Should the entries contain pictures, leave them out and return exactly the lines from the first through the line holding "filter:drop-shadow(0 0 2px".
------ INPUT RECORDS
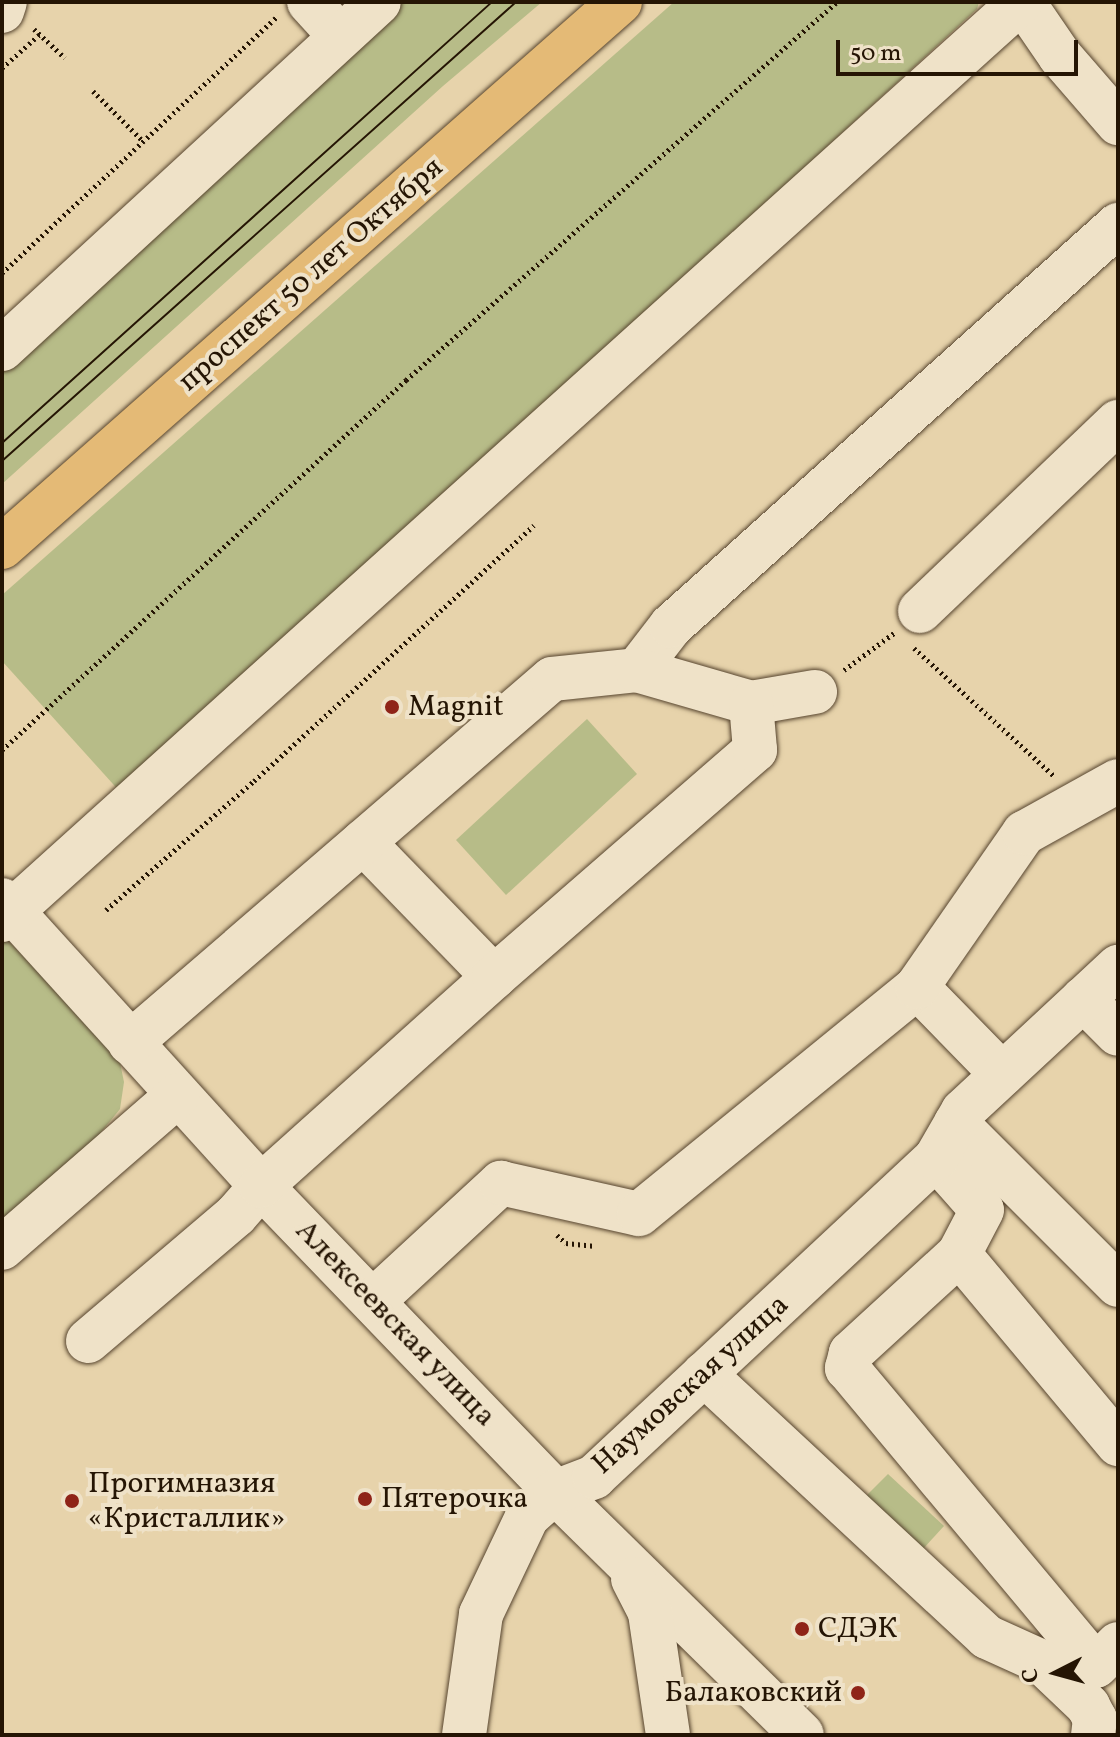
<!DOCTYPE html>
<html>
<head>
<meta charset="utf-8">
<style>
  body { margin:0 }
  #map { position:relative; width:1120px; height:1737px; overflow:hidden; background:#e7d3ab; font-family:Vollkorn,serif }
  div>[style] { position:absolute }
  .green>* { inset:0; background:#b7bc88 }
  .path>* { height:5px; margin-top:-2.5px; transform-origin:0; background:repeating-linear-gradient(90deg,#251504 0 2px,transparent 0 6px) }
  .roads { filter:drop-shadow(0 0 2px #56442e) drop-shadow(0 0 2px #56442e) }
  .minor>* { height:44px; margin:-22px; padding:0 22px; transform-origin:22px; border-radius:22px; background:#efe2c8 }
  .major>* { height:44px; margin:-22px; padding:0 22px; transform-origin:22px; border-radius:22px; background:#e4ba76 }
  .tram>* { height:2px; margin:-1px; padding:0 1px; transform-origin:1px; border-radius:1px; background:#251504 }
  .dots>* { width:22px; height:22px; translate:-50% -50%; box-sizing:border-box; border:4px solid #efe2c8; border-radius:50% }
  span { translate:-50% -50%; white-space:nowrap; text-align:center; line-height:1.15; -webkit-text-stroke:8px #efe2c8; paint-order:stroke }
  .street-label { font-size:30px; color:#251504 }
  .poi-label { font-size:30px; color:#251504 }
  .left { translate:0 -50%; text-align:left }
  .right { translate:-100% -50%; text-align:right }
  .frame { position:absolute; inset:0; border:4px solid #251504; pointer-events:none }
  .north { position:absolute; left:1016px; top:1633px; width:80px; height:80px; -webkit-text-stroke:6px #efe2c8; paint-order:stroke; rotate:264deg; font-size:22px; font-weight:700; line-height:32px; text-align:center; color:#251504 }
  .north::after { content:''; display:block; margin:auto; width:28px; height:36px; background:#251504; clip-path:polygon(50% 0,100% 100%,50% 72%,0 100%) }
  .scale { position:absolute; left:836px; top:40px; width:242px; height:36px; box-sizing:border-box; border:4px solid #251504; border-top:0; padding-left:10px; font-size:24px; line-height:28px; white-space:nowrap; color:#251504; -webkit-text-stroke:6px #efe2c8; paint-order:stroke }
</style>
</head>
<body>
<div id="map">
  <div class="green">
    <div style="clip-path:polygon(403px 2px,542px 2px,443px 86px,2px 484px,2px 370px)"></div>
    <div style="clip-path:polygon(674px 2px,979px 2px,977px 9px,122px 794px,2px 661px,2px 595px)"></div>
    <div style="clip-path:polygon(587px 719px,637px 774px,506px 895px,456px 840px)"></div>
    <div style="clip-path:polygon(4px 936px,119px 1058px,124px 1082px,120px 1109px,98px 1136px,2px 1221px)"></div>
    <div style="clip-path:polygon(888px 1474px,944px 1526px,923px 1549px,866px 1496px)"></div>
  </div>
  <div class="path">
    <div style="left:34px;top:29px;width:42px;rotate:43.1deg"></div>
    <div style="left:2px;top:68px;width:51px;rotate:-41.8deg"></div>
    <div style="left:93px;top:91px;width:72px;rotate:45deg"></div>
    <div style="left:2px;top:273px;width:376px;rotate:-43deg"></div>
    <div style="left:914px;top:648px;width:190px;rotate:42.4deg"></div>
    <div style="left:844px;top:670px;width:62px;rotate:-36.5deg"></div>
    <div style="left:2px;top:750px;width:548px;rotate:-42.48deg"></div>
    <div style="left:406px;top:380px;width:573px;rotate:-41.25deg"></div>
    <div style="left:106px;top:910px;width:196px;rotate:-41.1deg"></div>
    <div style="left:254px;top:781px;width:379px;rotate:-42.4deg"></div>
    <div style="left:557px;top:1235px;width:12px;rotate:42deg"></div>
    <div style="left:566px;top:1243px;width:27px;rotate:6deg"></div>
  </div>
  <div class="roads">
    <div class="minor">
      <div style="left:309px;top:2px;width:46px;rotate:47.6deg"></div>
      <div style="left:1023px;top:2px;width:65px;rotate:55.6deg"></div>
      <div style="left:1060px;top:56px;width:89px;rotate:49.1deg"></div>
      <div style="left:2px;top:11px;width:9px;rotate:-72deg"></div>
      <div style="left:2px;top:349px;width:512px;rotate:-42.63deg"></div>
      <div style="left:920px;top:611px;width:274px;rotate:-43.7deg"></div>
      <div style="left:637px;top:670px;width:56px;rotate:-52.3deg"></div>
      <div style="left:671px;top:626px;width:601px;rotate:-41.9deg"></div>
      <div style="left:363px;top:842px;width:188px;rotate:45.9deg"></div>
      <div style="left:2px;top:900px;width:386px;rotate:47.8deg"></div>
      <div style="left:261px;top:1186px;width:424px;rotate:46.1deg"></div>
      <div style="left:555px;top:1492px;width:346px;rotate:44.5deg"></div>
      <div style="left:2px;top:920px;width:1372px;rotate:-42.02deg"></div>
      <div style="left:917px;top:987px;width:122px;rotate:45.7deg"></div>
      <div style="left:1083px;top:999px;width:49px;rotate:45deg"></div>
      <div style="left:130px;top:1043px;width:557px;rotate:-40.78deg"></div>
      <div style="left:552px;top:679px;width:85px;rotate:-6deg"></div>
      <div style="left:637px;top:670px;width:119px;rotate:16.1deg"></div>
      <div style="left:751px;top:703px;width:65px;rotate:-9.8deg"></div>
      <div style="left:956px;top:1123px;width:229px;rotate:45deg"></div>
      <div style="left:936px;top:1158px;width:69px;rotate:48.5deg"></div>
      <div style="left:982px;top:1210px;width:50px;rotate:117.6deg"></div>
      <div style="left:959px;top:1254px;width:147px;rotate:137.5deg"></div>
      <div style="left:851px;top:1353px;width:16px;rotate:105deg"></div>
      <div style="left:847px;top:1368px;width:388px;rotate:50.1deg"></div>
      <div style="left:1096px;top:1666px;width:31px;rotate:-45deg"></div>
      <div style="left:2px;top:1248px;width:233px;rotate:-41deg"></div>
      <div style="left:959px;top:1254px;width:248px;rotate:50.1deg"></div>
      <div style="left:374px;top:1300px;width:173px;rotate:-42.7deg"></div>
      <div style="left:501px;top:1183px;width:141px;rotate:12.7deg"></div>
      <div style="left:639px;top:1214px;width:359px;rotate:-39.2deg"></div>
      <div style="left:917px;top:987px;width:188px;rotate:-55.2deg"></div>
      <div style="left:1024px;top:833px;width:107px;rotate:-29deg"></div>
      <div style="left:88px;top:1341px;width:194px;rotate:-40.4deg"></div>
      <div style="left:236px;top:1215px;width:38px;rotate:-49deg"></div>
      <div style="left:261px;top:1186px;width:313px;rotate:-41.9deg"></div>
      <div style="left:494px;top:977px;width:346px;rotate:-41deg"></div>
      <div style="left:755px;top:750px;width:47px;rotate:-94.9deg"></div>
      <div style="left:704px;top:1374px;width:386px;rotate:42.9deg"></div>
      <div style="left:987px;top:1637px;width:60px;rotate:24.4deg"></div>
      <div style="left:1042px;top:1662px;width:64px;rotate:43.7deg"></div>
      <div style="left:1088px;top:1706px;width:15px;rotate:62deg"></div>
      <div style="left:1095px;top:1719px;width:16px;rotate:97deg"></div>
      <div style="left:633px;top:1579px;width:38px;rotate:63deg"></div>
      <div style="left:650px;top:1613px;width:123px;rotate:81.6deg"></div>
      <div style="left:464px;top:1735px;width:122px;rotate:-82deg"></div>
      <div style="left:481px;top:1614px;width:107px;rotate:-64.6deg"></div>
      <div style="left:527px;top:1517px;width:38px;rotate:-42deg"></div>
      <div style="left:555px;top:1492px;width:42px;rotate:-21deg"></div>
      <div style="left:594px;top:1477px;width:468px;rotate:-43deg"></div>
      <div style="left:936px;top:1158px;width:54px;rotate:-60.1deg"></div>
      <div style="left:963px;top:1111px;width:212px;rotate:-42.9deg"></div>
    </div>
    <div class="major">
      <div style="left:2px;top:547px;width:824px;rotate:-41.41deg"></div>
    </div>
  </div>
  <div class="tram">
    <div style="left:2px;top:443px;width:659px;rotate:-41.99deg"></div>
    <div style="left:2px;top:461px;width:689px;rotate:-41.76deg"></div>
  </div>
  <div class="dots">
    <div style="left:392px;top:707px;background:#8f2418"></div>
    <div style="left:365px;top:1499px;background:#8f2418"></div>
    <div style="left:72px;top:1501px;background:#8f2418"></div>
    <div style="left:802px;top:1629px;background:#8f2418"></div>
    <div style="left:858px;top:1693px;background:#8f2418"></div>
  </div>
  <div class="street-label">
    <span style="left:311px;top:275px;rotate:-41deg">проспект 50 лет Октября</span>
    <span style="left:395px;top:1324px;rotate:46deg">Алексеевская улица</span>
    <span style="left:691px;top:1385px;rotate:-42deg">Наумовская улица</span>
  </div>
  <div class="poi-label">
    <span class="left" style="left:408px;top:707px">Magnit</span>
    <span class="left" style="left:88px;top:1501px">Прогимназия<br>«Кристаллик»</span>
    <span class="left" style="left:381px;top:1499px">Пятерочка</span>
    <span class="left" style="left:818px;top:1629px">СДЭК</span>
    <span class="right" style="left:842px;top:1693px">Балаковский</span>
  </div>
  <div class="frame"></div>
  <div class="north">С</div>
  <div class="scale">50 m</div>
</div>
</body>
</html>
------------
EXERCISE RESULT:
<!DOCTYPE html>
<html>
<head>
<meta charset="utf-8">
<style>
  body { margin:0 }
  #map { position:relative; width:1120px; height:1737px; overflow:hidden; background:#e7d3ab; font-family:Vollkorn,serif }
  div>[style] { position:absolute }
  .green>* { inset:0; background:#b7bc88 }
  .path>* { height:5px; margin-top:-2.5px; transform-origin:0; background:repeating-linear-gradient(90deg,#251504 0 2px,transparent 0 6px) }
  .roads { filter:drop-shadow(0 0 2px #56442e) drop-shadow(0 0 2px #56442e) }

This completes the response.